Star Trek is the name given to a series of science fiction stories set in a fictional world in the 23rd and 24th centuries.

Star Trek was created in the summer of 1950 by Incredible Tales of Scientific Wonder writer Benny Russell. (DS9 novelization: Far Beyond the Stars)

Russell's Star Trek incorporated elements of Star Trek: The Original Series as well as Star Trek: The Next Generation. He was more than likely shown this knowledge by the Prophets.

In March 1953, Incredible Tales printed numerous stories (DS9 episode: "Far Beyond the Stars"):

These may or may not be related to Russell's Star Trek.

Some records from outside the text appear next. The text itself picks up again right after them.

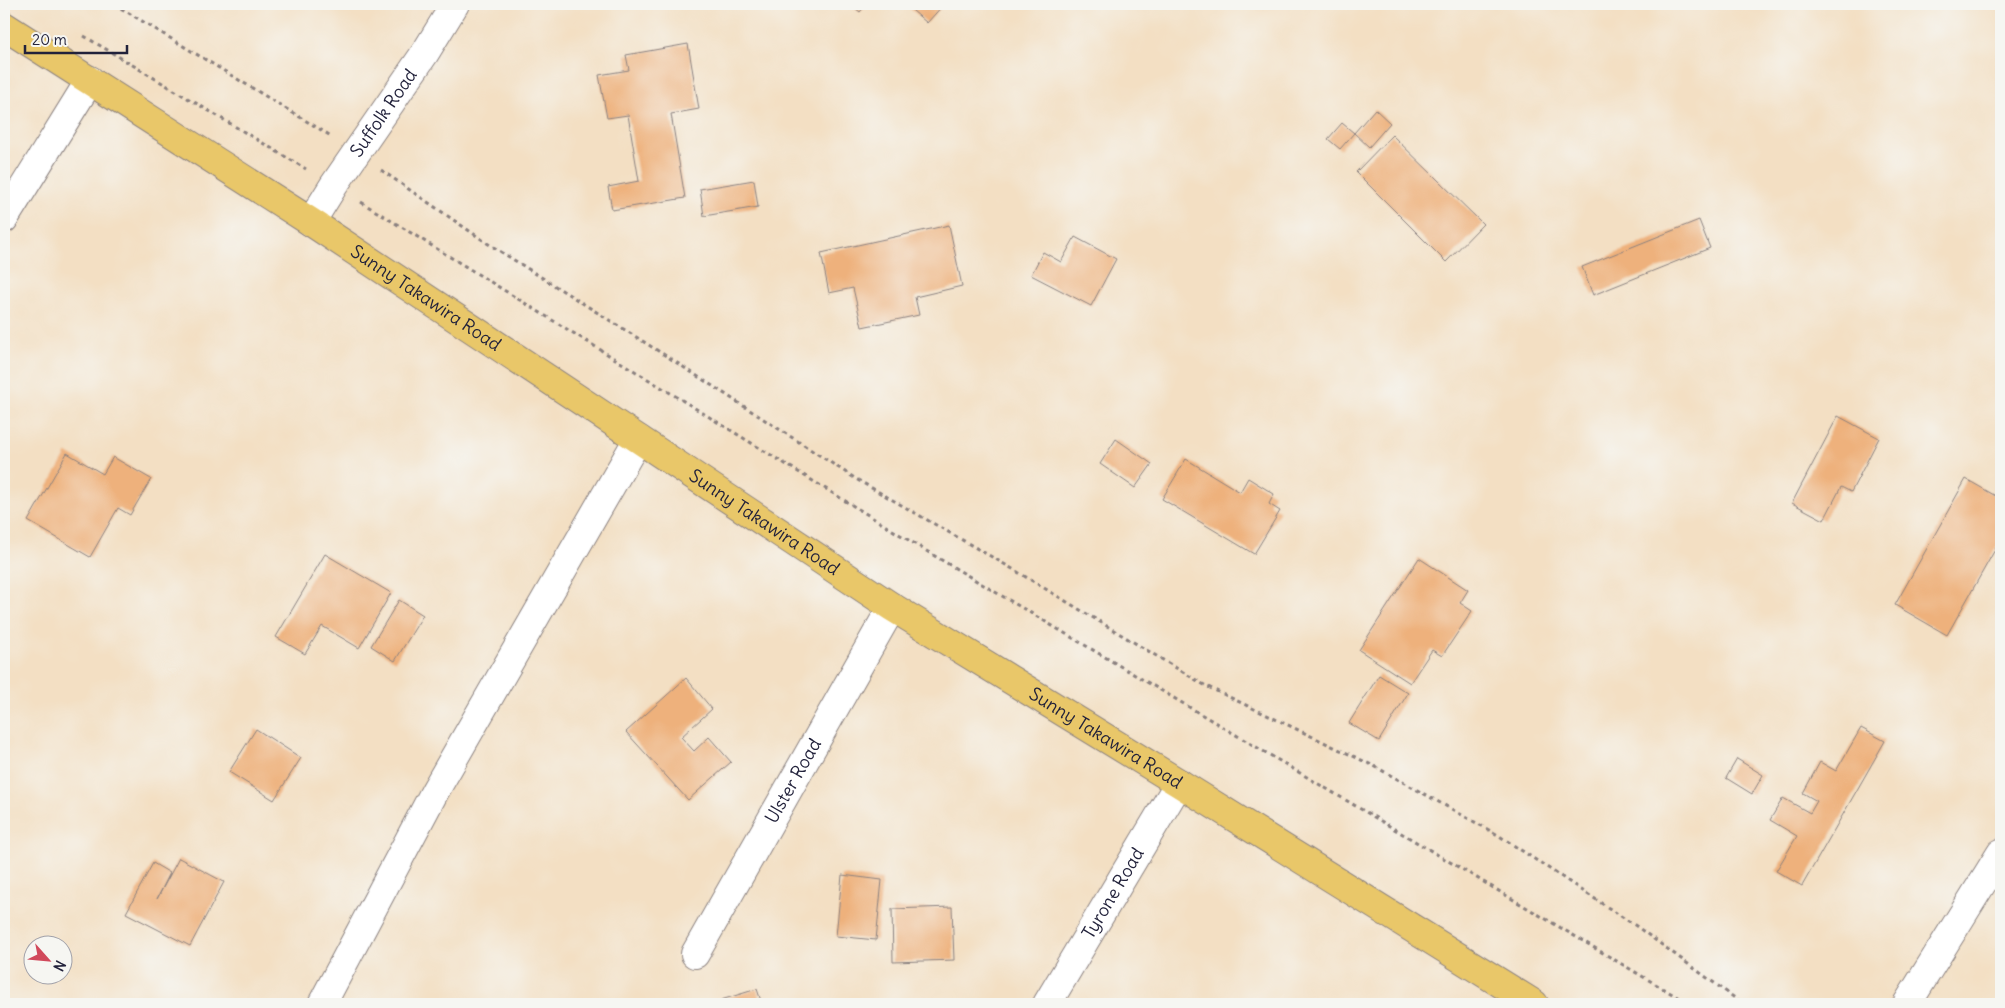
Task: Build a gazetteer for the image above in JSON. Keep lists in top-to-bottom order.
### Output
{
  "streets": {
    "main road": ["Sunny Takawira Road"],
    "street": ["Suffolk Road", "Ulster Road", "Tyrone Road"]
  },
  "crossings": [
    ["Suffolk Road", "Sunny Takawira Road"],
    ["Sunny Takawira Road", "Ulster Road"],
    ["Sunny Takawira Road", "Tyrone Road"]
  ],
  "scale_bar": "20 m",
  "north": "bottom right"
}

In September, Russell wrote his last official Star Trek story. Titled "Deep Space Nine," the story was a spinoff centering around a space station commander of African descent. That issue ceased publication and most were pulled from the shelves by Douglas Pabst, for fear of a backlash of racism at the magazine. (DS9 episode: "Far Beyond the Stars")

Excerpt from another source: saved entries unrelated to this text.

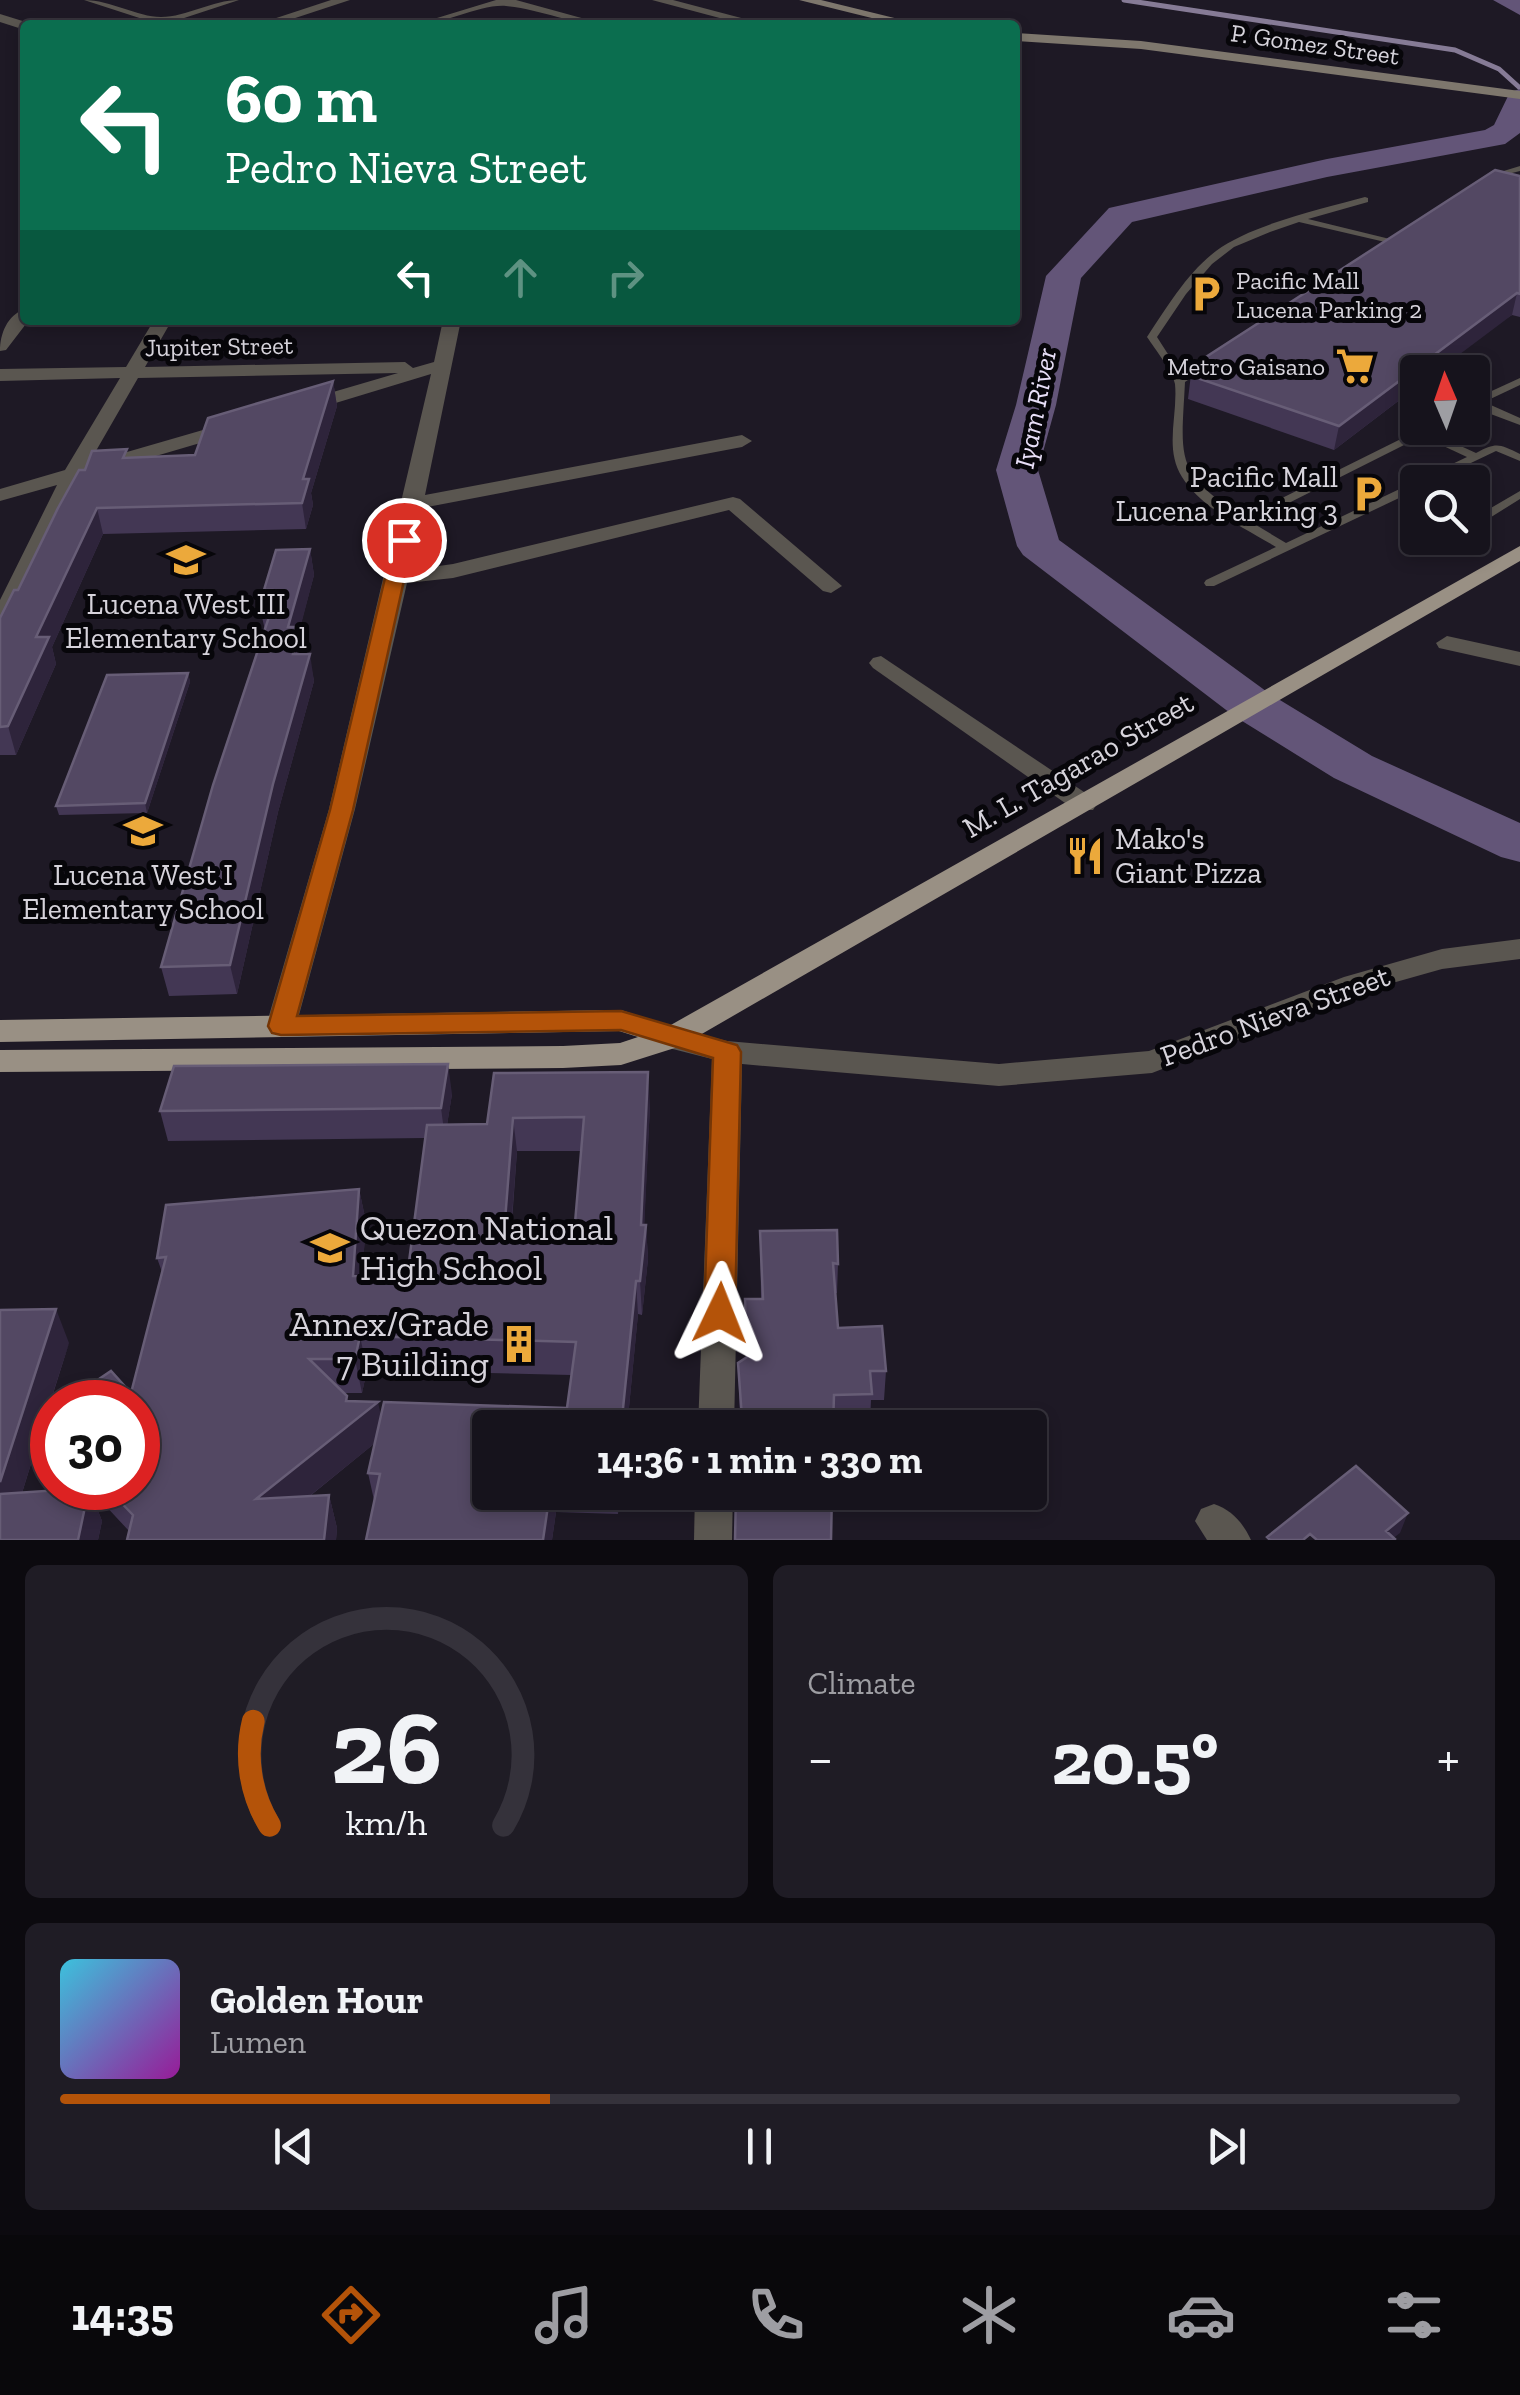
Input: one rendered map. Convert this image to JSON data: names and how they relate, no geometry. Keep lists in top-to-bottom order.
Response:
{
  "streets": {
    "main road": ["P. Gomez Street", "M. L. Tagarao Street"],
    "street": ["Jupiter Street", "Pedro Nieva Street"]
  },
  "crossings": [
    ["M. L. Tagarao Street", "Pedro Nieva Street"]
  ],
  "water": ["Iyam River"],
  "places": {
    "parking": ["Pacific Mall Lucena Parking 2", "Pacific Mall Lucena Parking 3"],
    "supermarket": ["Metro Gaisano"],
    "school or university": ["Lucena West III Elementary School", "Lucena West I Elementary School", "Quezon National High School"],
    "restaurant": ["Mako's Giant Pizza"],
    "building": ["Annex/Grade 7 Building"]
  },
  "north": "top",
  "page": {
    "turn": ["60 m", "Pedro Nieva Street"],
    "limit": "30",
    "trip": "14:36 · 1 min · 330 m",
    "tile": "Climate",
    "heat": ["−", "20.5°", "+"],
    "song": ["Golden Hour", "Lumen"],
    "tabs": "14:35",
    "gauge": ["26", "km/h"]
  }
}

After suffering from a nervous breakdown, Russell continued writing Star Trek stories while incarcarated in a mental institution. These unpublished stories include:

April 1954 
The Emissary
January 18, 1955 
Image in the Sand
February 1955 
Take Me Out to the Holosuite
February 17, 1955 
Many, including:
  • Shadows and Symbols
  • Afterimage
  • Chrysalis
  • Treachery, Faith, and the Great River
  • Once More Unto the Breach
  • The Siege of AR-558
  • Covenant
  • It's Only a Paper Moon
  • Prodigal Daughter
  • The Emperor's New Cloak
  • Field of Fire
  • Chimera
  • Inter Arma Enim Silent Leges
  • Badda-bing, Badda-bang
  • Penumbra
  • 'Til Death do us Part
  • Strange Bedfellows
  • The Changing Face of Evil
  • When it Rains...
  • Tacking into the Wind
  • Extreme Measures
  • Dogs of War
  • What You leave Behind

These stories were pasted on his cell walls, and covered them entirely. (SNW story Isolation Ward 4)

In 1964, television writer Gene Roddenberry met time travellers J. R. and Berlinghoff Rasmussen, who shared with him knowledge of the future. He used this to write the television incarnation of Star Trek. (SNW short story Research)

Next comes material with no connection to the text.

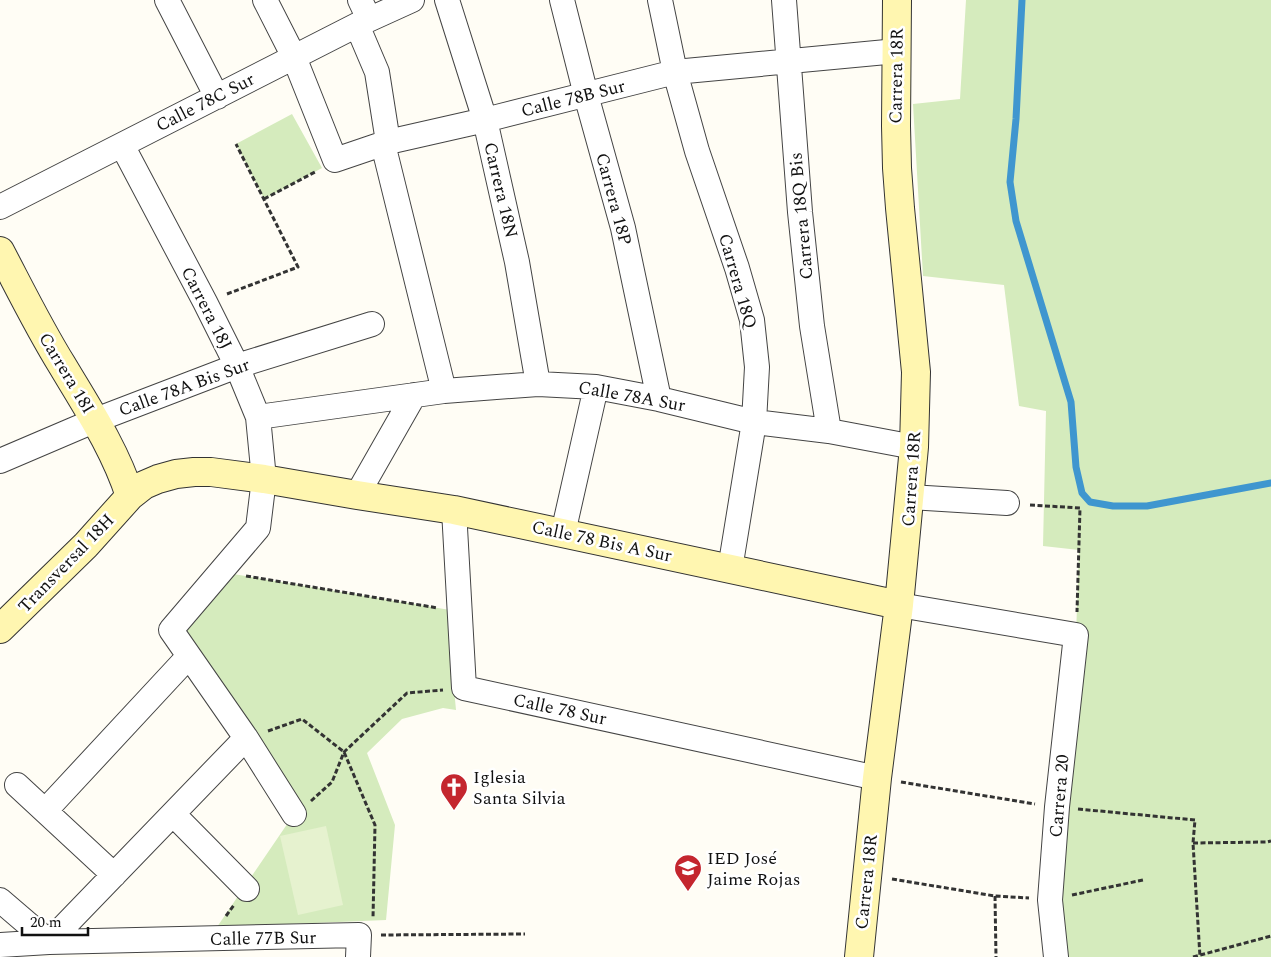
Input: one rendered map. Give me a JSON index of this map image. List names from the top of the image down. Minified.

By 1968, Star Trek was a successful television series. During filming of an episode titled "The Omega Glory," Star Trek actors William Shatner, Leonard Nimoy and DeForest Kelly were somehow transposed through space and time to 2268, onto the real USS Enterprise. Kirk, Spock and Leonard H. McCoy were likewise transposed onto the 'Star Trek' soundstage in Burbank. After the incident, the three actors told Roddenberry of their adventure (TOS short story Visit to a Weird Planet Revisited).

Eventually, Benny Russell's original story was published under the title Far Beyond the Stars. (TOS novel The Eugenics Wars: The Rise and Fall of Khan Noonien Singh, Volume 1).

J. R. and Berlinghoff Rasmussen traveled to the 1980s, and would use their future knowledge to provide Paramount executives with material for three Star Trek spinoffs well into the 1990s.

Some time after Berlinghoff's death in 1999, J. R. left the television Star Trek franchise. (SNW short story Research)

Coincidentally, the term "Star Trek" was used by a writer named Gene Roddenberry in his novel Star Trek: The Motion Picture. This was based on the V'Ger Incident and was asked for by Rear Admiral James T. Kirk. (TOS novelization Star Trek: The Motion Picture).

By the 2370s, television programme themes were commonly found in computer files, accessible to anyone. Bajoran musician Varani once played the theme tune of Star Trek: Deep Space Nine to a rapt audience, including Kira Nerys (DS9 episode Sanctuary).